TRY IT: Scan the records for the string "Just" and copy every line that holds it.

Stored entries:
- Opening Delimiter -

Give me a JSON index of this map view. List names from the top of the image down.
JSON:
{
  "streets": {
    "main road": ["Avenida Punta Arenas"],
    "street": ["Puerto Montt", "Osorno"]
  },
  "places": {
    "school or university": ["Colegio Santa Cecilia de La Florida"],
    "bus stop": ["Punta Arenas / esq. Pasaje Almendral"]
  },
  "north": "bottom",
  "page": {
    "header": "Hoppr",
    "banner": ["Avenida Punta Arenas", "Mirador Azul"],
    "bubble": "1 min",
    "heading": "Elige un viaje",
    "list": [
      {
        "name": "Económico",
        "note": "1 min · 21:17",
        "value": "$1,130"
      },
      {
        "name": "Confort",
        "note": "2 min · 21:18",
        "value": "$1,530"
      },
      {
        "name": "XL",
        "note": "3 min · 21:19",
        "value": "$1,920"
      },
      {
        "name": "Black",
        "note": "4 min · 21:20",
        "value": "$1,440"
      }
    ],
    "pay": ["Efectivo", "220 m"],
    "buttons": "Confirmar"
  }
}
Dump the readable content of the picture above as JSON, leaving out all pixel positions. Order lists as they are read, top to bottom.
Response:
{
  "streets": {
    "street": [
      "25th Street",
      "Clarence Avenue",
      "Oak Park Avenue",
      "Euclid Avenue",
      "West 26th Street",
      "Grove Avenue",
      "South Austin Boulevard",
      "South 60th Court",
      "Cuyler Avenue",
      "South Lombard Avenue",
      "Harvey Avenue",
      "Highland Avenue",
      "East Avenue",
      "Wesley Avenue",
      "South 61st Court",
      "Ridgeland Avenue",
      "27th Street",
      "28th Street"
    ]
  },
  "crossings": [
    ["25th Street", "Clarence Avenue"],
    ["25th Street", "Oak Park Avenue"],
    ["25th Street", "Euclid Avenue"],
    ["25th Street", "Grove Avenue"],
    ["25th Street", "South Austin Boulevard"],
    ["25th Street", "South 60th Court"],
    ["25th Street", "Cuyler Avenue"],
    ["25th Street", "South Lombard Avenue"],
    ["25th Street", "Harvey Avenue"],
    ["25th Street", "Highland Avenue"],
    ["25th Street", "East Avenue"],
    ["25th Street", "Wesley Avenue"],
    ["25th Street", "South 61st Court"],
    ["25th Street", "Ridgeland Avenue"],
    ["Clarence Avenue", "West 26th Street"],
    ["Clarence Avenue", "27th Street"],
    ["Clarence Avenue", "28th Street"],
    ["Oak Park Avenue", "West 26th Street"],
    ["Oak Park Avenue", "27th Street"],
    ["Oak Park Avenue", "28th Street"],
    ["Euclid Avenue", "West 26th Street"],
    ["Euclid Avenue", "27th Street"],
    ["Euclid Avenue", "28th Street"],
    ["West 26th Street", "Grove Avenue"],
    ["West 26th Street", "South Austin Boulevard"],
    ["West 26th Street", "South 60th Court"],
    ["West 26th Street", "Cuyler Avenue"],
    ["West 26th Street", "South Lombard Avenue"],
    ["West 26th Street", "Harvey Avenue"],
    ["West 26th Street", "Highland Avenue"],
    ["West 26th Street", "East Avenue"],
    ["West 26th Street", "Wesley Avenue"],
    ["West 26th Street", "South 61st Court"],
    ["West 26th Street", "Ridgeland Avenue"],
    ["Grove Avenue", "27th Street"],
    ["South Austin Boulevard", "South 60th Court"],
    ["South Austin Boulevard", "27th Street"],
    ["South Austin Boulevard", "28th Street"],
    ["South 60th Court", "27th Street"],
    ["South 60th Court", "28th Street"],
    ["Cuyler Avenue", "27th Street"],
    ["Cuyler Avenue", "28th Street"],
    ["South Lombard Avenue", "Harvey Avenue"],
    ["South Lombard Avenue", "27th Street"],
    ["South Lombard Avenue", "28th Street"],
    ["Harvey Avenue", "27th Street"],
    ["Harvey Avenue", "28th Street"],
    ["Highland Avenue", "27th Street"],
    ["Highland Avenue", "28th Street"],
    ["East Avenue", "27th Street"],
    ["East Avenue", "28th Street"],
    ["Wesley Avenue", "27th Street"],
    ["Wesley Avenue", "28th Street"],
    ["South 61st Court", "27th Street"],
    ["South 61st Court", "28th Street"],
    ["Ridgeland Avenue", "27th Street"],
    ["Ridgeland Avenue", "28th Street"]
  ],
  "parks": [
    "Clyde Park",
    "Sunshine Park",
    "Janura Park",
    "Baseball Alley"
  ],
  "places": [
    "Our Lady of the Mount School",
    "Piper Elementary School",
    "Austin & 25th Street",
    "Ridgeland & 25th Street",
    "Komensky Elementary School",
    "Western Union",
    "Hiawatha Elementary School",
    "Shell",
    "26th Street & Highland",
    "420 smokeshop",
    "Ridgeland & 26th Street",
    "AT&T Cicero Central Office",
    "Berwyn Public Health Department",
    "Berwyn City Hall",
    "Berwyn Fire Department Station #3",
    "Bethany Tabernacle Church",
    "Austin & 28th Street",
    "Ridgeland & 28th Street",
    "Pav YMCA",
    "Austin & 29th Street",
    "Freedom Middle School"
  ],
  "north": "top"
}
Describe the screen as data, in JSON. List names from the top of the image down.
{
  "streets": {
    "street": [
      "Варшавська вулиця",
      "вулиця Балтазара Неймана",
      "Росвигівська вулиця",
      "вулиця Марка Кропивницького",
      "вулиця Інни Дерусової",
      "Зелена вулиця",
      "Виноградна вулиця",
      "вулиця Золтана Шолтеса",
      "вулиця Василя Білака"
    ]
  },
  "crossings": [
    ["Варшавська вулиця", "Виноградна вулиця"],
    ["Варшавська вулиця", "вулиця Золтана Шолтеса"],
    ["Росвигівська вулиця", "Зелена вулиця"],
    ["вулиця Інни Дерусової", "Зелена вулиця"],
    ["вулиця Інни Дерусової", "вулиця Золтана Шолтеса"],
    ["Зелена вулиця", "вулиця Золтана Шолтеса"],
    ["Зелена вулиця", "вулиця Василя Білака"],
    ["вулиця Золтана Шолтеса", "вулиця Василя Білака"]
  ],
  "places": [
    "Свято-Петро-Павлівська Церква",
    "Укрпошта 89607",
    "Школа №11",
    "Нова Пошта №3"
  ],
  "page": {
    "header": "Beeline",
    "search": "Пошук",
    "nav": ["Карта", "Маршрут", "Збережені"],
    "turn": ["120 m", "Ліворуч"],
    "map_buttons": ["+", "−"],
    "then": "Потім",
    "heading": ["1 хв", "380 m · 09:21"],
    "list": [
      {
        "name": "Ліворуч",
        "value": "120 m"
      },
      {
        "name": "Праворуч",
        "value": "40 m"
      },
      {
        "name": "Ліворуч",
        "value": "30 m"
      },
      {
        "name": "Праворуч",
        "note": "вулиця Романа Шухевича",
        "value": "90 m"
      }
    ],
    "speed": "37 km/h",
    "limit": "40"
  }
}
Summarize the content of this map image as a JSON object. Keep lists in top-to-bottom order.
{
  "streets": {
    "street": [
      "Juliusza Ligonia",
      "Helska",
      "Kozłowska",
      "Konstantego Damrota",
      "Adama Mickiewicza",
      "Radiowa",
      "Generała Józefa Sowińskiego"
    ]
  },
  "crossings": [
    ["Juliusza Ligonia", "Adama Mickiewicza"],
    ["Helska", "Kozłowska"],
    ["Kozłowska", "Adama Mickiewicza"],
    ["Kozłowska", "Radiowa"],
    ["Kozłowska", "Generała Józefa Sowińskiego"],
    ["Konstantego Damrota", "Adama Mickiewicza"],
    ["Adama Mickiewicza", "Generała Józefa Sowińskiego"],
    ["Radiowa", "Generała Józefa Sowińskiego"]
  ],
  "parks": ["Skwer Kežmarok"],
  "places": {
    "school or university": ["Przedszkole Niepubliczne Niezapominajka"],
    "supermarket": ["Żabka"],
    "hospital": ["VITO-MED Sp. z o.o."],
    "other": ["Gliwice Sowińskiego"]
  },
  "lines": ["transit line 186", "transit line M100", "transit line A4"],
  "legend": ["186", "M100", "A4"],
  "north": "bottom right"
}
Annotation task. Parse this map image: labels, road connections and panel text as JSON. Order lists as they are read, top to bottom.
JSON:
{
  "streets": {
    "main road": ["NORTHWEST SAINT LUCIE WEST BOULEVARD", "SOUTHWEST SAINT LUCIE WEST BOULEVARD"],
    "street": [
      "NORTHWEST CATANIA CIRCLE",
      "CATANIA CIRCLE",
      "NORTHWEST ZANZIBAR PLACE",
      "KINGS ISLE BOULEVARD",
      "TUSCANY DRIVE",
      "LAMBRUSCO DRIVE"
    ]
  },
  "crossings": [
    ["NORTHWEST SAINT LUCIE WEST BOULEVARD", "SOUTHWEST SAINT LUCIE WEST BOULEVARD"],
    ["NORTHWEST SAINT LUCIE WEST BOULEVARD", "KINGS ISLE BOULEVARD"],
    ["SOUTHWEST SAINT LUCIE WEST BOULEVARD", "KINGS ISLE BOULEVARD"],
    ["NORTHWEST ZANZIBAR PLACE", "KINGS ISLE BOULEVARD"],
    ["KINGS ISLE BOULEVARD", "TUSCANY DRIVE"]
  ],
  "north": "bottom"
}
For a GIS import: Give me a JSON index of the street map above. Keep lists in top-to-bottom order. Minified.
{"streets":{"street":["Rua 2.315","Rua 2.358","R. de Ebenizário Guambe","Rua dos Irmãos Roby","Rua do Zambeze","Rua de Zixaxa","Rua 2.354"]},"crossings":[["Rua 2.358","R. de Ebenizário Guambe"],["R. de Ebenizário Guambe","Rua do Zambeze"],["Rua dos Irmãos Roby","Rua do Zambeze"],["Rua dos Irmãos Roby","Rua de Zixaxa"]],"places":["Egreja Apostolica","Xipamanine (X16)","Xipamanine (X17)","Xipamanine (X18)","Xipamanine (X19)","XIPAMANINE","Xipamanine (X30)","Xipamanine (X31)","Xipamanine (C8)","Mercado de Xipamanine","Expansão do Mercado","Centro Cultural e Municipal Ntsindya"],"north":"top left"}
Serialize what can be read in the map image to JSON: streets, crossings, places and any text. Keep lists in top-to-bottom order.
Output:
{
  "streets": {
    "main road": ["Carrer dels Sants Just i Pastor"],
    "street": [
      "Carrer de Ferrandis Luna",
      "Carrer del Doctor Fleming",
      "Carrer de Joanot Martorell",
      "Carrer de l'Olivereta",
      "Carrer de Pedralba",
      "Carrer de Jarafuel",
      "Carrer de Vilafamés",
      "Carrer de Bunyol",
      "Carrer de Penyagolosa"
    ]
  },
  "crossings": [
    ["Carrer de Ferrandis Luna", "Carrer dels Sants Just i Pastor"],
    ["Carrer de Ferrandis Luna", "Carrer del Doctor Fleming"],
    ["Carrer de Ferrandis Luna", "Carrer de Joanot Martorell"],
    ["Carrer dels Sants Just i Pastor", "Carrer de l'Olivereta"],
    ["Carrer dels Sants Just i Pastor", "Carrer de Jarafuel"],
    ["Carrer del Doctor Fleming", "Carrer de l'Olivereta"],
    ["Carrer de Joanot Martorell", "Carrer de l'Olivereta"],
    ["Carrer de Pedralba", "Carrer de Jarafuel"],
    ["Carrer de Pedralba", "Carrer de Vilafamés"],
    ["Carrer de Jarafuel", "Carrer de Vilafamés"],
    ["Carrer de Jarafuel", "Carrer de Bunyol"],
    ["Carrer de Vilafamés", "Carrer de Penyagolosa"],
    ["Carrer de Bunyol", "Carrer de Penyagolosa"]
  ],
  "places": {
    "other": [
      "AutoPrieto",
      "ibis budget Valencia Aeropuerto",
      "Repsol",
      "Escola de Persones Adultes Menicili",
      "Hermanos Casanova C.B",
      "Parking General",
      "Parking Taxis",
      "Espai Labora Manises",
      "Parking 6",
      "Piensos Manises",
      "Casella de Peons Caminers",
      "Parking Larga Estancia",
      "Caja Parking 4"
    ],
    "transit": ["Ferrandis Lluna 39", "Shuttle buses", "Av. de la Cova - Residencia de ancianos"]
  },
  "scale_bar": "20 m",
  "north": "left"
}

- Closing Delimiter -

PROBLEM SOLUTION:
    "main road": ["Carrer dels Sants Just i Pastor"],
    ["Carrer de Ferrandis Luna", "Carrer dels Sants Just i Pastor"],
    ["Carrer dels Sants Just i Pastor", "Carrer de l'Olivereta"],
    ["Carrer dels Sants Just i Pastor", "Carrer de Jarafuel"],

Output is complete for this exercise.